After the nurses strike, what's next?

Nurses strike in Minneapolis
Nurses picketed down Chicago Avenue in Minneapolis Thursday, June 10, 2010. More than 12,000 nurses at 14 metro hospitals conducted a 24-hour strike after contract negotiations reached a stalemate.
MPR Photo/Jeffrey Thompson

Thousands of Minnesota nurses ended their picketing and returned to work Friday morning after a 24-hour strike, without a contract and with the same complaints that fueled their walkout.

The 12,000 nurses who walked off the job at 14 Twin Cities hospitals are demanding strict nurse-patient ratios. But the hospitals say such ratios are unnecessary and would increase costs without improving patient safety.

Both sides are calling on the other to move towards more negotiations.

Union officials say the one-day strike was a success. Spokesman John Nemo says the strike sent a clear message to hospital management that nurses are serious about their demands.

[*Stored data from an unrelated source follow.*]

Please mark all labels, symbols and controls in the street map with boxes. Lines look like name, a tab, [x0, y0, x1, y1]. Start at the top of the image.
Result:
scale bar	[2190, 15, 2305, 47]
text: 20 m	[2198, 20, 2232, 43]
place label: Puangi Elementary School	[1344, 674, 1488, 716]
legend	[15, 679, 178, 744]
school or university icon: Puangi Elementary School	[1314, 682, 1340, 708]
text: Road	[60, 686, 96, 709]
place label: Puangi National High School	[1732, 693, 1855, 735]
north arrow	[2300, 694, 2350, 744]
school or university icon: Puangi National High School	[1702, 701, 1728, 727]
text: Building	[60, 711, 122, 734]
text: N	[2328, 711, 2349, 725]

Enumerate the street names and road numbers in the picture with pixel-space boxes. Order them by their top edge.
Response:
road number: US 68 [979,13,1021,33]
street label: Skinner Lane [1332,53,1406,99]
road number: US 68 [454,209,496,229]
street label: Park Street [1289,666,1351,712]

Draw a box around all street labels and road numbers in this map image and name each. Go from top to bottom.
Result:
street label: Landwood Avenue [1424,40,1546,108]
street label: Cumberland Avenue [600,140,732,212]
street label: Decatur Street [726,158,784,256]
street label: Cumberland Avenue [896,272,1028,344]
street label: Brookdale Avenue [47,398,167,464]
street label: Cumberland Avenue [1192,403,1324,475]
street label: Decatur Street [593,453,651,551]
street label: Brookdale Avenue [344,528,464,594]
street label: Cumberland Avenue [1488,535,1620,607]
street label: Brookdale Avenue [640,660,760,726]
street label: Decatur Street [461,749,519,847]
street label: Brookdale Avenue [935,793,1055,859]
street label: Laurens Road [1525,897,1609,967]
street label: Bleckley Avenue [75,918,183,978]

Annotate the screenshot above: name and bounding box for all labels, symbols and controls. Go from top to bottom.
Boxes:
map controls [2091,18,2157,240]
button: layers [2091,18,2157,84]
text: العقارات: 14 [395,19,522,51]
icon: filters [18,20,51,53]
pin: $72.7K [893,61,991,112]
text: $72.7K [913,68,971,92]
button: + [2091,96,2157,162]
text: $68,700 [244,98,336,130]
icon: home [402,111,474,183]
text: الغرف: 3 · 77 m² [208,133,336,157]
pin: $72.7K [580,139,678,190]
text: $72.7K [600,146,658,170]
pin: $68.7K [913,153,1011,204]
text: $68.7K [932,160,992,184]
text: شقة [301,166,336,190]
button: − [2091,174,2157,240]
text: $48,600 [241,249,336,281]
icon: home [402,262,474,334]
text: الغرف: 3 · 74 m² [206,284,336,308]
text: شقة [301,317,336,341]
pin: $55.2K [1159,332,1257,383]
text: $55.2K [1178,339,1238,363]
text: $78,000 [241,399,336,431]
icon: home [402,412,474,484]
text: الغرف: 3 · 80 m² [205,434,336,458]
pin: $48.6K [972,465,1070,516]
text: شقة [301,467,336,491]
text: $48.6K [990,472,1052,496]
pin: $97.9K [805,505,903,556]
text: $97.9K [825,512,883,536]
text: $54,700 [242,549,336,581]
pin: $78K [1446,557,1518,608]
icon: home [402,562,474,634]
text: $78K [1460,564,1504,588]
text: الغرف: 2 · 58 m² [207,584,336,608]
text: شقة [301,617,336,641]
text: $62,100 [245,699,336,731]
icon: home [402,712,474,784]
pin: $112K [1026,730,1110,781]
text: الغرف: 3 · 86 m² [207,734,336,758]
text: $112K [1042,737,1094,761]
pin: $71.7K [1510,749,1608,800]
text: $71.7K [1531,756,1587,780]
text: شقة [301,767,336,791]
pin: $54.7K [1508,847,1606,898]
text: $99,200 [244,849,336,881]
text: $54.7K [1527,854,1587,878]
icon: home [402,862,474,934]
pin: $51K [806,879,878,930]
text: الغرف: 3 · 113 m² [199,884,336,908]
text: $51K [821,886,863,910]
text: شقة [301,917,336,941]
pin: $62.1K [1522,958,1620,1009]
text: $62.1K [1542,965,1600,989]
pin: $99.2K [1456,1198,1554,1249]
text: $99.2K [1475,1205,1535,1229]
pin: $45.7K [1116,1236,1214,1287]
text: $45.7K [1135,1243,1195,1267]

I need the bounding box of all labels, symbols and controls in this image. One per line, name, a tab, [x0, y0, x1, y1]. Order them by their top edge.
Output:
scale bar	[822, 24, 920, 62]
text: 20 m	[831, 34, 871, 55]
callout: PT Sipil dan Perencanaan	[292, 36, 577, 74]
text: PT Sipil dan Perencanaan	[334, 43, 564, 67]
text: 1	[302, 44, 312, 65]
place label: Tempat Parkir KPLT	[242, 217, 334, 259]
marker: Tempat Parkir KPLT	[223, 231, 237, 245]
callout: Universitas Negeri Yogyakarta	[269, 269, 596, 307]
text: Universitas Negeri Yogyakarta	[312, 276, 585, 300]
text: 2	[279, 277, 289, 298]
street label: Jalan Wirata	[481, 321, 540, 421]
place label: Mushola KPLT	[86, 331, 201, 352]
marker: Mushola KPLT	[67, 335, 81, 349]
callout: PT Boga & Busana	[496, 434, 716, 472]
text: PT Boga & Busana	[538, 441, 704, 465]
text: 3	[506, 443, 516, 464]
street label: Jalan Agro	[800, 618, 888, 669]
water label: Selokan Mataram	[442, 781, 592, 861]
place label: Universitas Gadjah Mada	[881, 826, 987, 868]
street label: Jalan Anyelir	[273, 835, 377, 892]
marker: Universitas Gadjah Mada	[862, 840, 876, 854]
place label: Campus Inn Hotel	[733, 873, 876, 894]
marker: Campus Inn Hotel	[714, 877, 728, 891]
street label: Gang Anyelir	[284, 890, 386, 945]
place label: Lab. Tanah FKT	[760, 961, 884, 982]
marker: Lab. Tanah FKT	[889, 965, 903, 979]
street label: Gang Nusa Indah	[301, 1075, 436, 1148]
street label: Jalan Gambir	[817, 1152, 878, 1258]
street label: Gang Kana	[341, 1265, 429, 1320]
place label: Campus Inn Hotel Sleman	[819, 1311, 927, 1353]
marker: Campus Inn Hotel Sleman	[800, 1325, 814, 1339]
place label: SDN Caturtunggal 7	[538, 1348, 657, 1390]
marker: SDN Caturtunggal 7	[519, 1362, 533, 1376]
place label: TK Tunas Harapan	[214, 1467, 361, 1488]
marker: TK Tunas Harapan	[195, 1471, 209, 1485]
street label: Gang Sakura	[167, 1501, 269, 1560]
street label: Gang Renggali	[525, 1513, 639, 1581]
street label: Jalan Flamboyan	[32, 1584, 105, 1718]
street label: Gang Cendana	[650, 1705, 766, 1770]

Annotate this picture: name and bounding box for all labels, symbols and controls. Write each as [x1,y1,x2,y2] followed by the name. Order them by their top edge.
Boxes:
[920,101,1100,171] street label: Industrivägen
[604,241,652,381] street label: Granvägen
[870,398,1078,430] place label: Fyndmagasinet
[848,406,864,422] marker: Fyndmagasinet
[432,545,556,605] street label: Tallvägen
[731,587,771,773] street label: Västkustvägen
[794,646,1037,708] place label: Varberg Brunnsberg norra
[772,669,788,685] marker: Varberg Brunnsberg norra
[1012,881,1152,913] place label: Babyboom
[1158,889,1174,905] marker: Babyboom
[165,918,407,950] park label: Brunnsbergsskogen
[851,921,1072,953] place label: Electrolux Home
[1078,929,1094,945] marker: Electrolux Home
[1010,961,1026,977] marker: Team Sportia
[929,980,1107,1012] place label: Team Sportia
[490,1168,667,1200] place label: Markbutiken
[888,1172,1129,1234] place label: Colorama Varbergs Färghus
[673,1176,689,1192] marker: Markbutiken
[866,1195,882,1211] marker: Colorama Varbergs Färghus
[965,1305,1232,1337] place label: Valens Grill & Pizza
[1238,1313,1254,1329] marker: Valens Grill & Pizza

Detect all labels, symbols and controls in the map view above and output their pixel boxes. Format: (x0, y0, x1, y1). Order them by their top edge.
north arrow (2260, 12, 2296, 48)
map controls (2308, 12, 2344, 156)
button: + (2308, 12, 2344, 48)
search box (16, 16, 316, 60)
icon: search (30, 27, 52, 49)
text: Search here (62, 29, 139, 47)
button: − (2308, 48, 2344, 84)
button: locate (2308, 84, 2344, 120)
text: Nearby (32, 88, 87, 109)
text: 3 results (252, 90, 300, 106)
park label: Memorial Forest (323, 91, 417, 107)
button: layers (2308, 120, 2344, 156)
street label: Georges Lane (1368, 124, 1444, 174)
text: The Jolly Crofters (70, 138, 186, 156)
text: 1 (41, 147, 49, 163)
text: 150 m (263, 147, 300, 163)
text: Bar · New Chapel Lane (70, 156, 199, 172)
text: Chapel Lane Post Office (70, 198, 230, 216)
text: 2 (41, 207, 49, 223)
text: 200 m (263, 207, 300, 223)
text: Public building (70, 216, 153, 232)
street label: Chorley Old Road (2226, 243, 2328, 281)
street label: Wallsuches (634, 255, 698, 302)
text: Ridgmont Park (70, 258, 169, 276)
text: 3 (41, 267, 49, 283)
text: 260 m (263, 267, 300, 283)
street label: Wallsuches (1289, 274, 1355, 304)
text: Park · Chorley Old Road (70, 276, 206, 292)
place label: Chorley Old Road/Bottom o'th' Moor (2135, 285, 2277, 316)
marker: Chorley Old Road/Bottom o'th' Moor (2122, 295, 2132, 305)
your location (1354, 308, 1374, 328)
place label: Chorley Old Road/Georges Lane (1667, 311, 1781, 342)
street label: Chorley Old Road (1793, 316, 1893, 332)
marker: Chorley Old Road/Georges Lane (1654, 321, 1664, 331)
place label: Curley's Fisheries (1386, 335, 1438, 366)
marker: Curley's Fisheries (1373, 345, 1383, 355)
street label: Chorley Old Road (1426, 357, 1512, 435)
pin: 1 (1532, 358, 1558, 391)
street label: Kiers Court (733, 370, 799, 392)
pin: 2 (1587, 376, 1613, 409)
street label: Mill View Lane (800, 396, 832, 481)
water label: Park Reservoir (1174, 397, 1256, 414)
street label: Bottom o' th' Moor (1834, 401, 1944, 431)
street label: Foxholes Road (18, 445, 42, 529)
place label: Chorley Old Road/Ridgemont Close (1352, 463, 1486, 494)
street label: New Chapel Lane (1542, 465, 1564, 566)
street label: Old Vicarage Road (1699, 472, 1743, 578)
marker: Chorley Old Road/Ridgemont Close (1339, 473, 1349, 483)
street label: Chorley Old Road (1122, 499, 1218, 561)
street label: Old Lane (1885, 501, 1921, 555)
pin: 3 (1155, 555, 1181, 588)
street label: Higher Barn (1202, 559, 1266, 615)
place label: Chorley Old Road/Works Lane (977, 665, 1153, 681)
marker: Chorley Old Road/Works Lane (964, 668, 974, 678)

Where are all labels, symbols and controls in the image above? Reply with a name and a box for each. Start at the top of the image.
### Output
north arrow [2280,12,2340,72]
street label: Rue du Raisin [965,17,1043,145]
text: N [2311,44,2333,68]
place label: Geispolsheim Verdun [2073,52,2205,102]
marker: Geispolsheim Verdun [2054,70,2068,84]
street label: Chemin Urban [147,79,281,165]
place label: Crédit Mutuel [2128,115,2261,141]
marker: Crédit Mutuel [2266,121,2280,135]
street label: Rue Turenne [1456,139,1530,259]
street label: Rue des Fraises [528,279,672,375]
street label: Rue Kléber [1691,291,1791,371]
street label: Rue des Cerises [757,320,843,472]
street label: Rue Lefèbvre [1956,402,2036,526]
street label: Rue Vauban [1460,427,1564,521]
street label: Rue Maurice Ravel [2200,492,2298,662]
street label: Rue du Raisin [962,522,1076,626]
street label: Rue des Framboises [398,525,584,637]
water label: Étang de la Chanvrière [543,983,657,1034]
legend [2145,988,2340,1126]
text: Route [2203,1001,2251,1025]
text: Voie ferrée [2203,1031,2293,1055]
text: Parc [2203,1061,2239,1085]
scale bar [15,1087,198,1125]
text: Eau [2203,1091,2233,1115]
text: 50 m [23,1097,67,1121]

"It brought 12,000 nurses in the Twin Cities together for one goal: To walk for their patients," said Nemo. "I don't think you can ever put a pricetag or any kind of calculation on what that did for our nurses' solidarity and their spirit -- to stay together for this. They realize that this is something that the entire nation is watching."

The union wants to reduce the hospitals' ability to "float" nurses from department to department and to order hospitals to shut down units, with some exceptions, at 90 percent capacity. The union claims those steps will improve patient safety.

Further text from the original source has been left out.